Overview
The transport layer provides a runtime-agnostic abstraction for network connections. It handles raw byte transmission without knowledge of WhatsApp’s protocol framing.
The transport system consists of two main traits:
- Transport - Represents an active connection for sending/receiving raw bytes
- TransportFactory - Creates new transport instances and event streams
Transport Trait
The Transport trait represents an active network connection as a simple byte pipe.
use async_trait::async_trait;
#[async_trait]
pub trait Transport: Send + Sync {
/// Sends raw data to the server
async fn send(&self, data: Vec<u8>) -> Result<(), anyhow::Error>;
/// Closes the connection
async fn disconnect(&self);
}
Methods
send
Sends raw bytes through the transport.

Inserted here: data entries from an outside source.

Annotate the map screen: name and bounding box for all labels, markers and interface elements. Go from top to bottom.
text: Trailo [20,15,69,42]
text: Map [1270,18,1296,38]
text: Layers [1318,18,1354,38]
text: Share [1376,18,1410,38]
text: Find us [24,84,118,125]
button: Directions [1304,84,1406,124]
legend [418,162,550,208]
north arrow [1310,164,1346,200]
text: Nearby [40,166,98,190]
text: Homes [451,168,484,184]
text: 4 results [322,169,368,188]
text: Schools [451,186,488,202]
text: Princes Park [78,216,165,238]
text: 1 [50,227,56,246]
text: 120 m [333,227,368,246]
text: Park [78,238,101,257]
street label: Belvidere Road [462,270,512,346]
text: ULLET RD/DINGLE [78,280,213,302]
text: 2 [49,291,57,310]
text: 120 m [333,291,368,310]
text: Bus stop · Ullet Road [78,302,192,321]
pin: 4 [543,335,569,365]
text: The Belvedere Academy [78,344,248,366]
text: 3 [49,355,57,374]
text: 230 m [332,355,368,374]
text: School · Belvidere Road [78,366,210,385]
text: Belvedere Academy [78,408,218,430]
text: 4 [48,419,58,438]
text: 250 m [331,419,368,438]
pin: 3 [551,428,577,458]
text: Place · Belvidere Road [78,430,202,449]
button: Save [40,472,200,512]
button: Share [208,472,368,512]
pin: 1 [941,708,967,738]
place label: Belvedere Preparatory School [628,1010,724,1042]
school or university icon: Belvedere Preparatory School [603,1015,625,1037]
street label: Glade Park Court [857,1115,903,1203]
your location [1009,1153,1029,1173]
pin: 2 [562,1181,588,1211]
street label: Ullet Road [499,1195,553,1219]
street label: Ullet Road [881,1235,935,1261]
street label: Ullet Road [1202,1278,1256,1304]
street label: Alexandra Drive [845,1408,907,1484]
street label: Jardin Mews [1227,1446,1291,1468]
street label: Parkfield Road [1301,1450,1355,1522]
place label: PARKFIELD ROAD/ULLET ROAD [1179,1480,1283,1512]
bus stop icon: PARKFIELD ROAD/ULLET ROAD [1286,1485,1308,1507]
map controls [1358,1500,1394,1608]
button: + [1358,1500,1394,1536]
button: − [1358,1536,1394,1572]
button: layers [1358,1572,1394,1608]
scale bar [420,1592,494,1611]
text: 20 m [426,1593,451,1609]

The caller is responsible for any protocol framing.
async fn send(&self, data: Vec<u8>) -> Result<(), anyhow::Error>;
Ok(()) on successErr(anyhow::Error) on failure
Example:
let data = vec![1, 2, 3, 4];
transport.send(data).await?;
disconnect
Gracefully closes the connection.
async fn disconnect(&self);
transport.disconnect().await;
TransportFactory Trait
Creates new transport instances and associated event streams.
#[async_trait]
pub trait TransportFactory: Send + Sync {
/// Creates a new transport and returns it along with a stream of events
async fn create_transport(
&self,
) -> Result<(Arc<dyn Transport>, async_channel::Receiver<TransportEvent>), anyhow::Error>;
}
Methods
create_transport
Establishes a new connection and returns both the transport handle and an event receiver.

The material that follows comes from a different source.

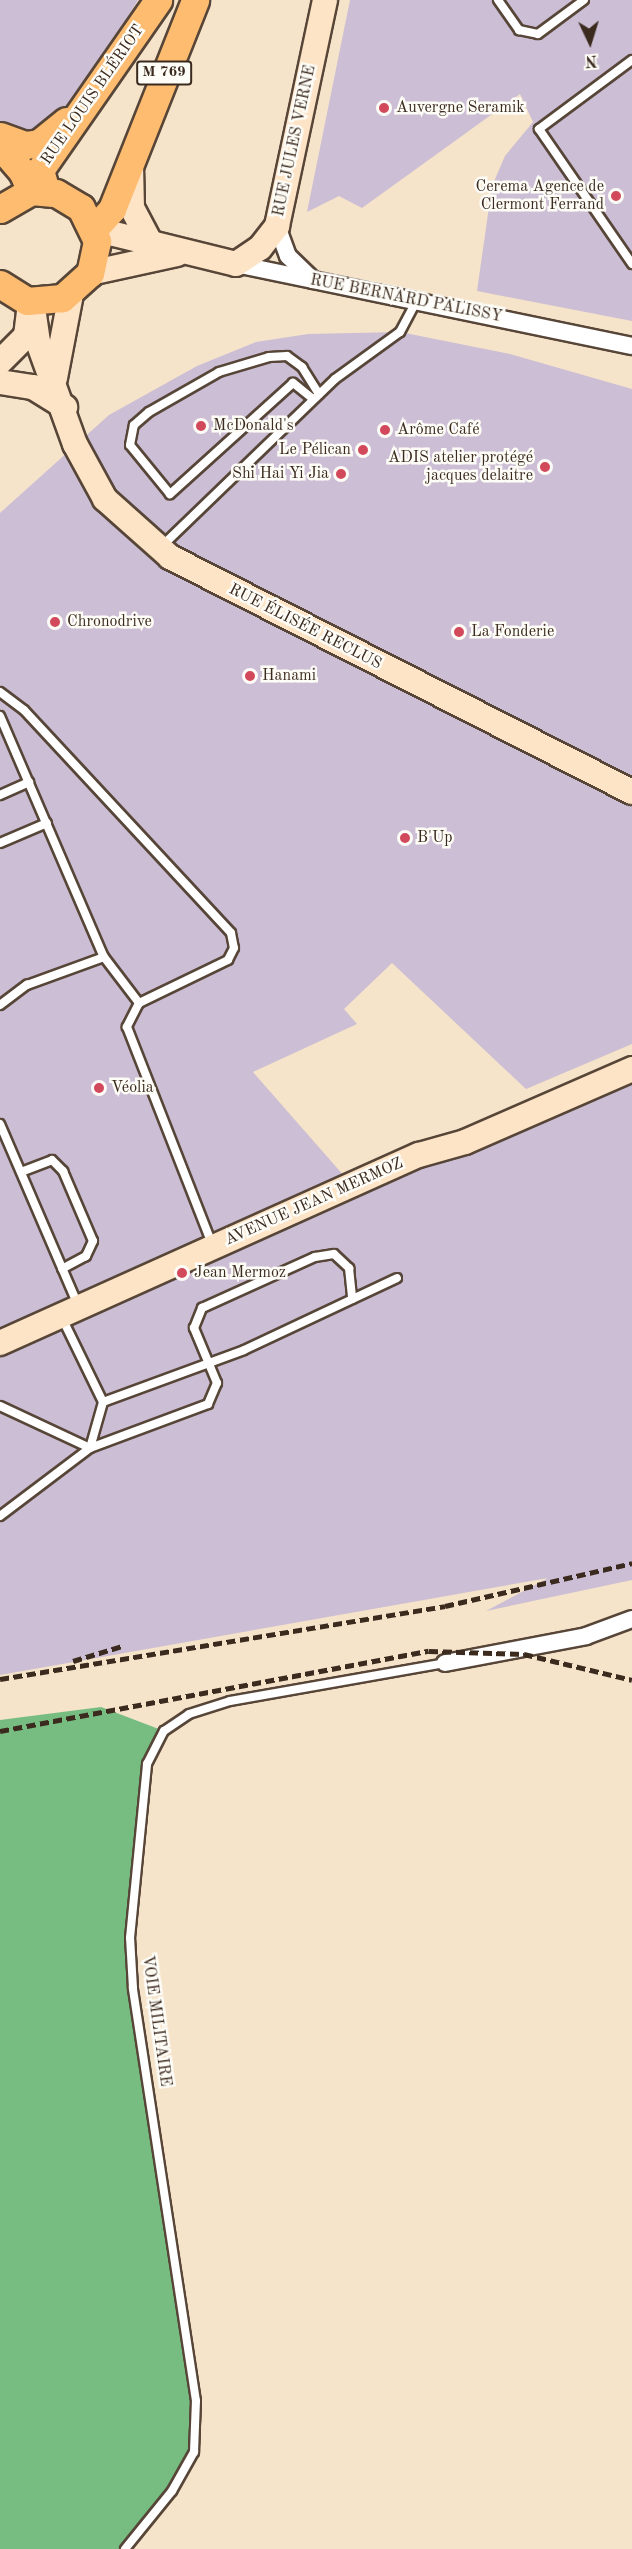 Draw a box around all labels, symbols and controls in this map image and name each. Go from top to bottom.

async fn create_transport(
&self,
) -> Result<(Arc<dyn Transport>, async_channel::Receiver<TransportEvent>), anyhow::Error>;
Arc<dyn Transport> - The transport instance for sending dataasync_channel::Receiver<TransportEvent> - Stream of transport events
Example:
let factory = TokioWebSocketTransportFactory::new();
let (transport, events) = factory.create_transport().await?;
// Use transport to send data
transport.send(data).await?;
// Listen for events
while let Ok(event) = events.recv().await {
match event {
TransportEvent::Connected => println!("Connected"),
TransportEvent::DataReceived(bytes) => println!("Received {} bytes", bytes.len()),
TransportEvent::Disconnected => break,
}
}
TransportEvent
Events produced by the transport layer:
pub enum TransportEvent {
/// The transport has successfully connected
Connected,
/// Raw data has been received from the server
DataReceived(Bytes),
/// The connection was lost
Disconnected,
}
Event Types
Connected
Emitted immediately after successful connection establishment.
TransportEvent::Connected
DataReceived
Emitted when raw data is received from the server.
TransportEvent::DataReceived(bytes)
bytes: Bytes - Raw data received (from the bytes crate)
Disconnected
Emitted when the connection is closed (gracefully or due to error).
TransportEvent::Disconnected
Tokio WebSocket transport
The default transport implementation using tokio-websockets for async WebSocket connections.
Features
- Async I/O - Built on Tokio runtime
- TLS support - Uses rustls with webpki-roots for certificate validation
- Split architecture - Separate read/write paths for efficiency
- Generic over streams - Works with any
AsyncRead + AsyncWrite stream type
- Automatic reconnection - Handled by higher-level Client code
- Development mode - Optional
danger-skip-tls-verify feature
TokioWebSocketTransportFactory
The default factory handles DNS resolution, TCP connection, and TLS. For custom connection logic, use from_websocket directly.
use whatsapp_rust_tokio_transport::TokioWebSocketTransportFactory;
// Default - connects to WhatsApp Web
let factory = TokioWebSocketTransportFactory::new();
// Custom URL
let factory = TokioWebSocketTransportFactory::new()
.with_url("wss://custom-endpoint.example.com/ws");
// Custom TLS connector (e.g. custom CA certificates, client certs)
let factory = TokioWebSocketTransportFactory::new()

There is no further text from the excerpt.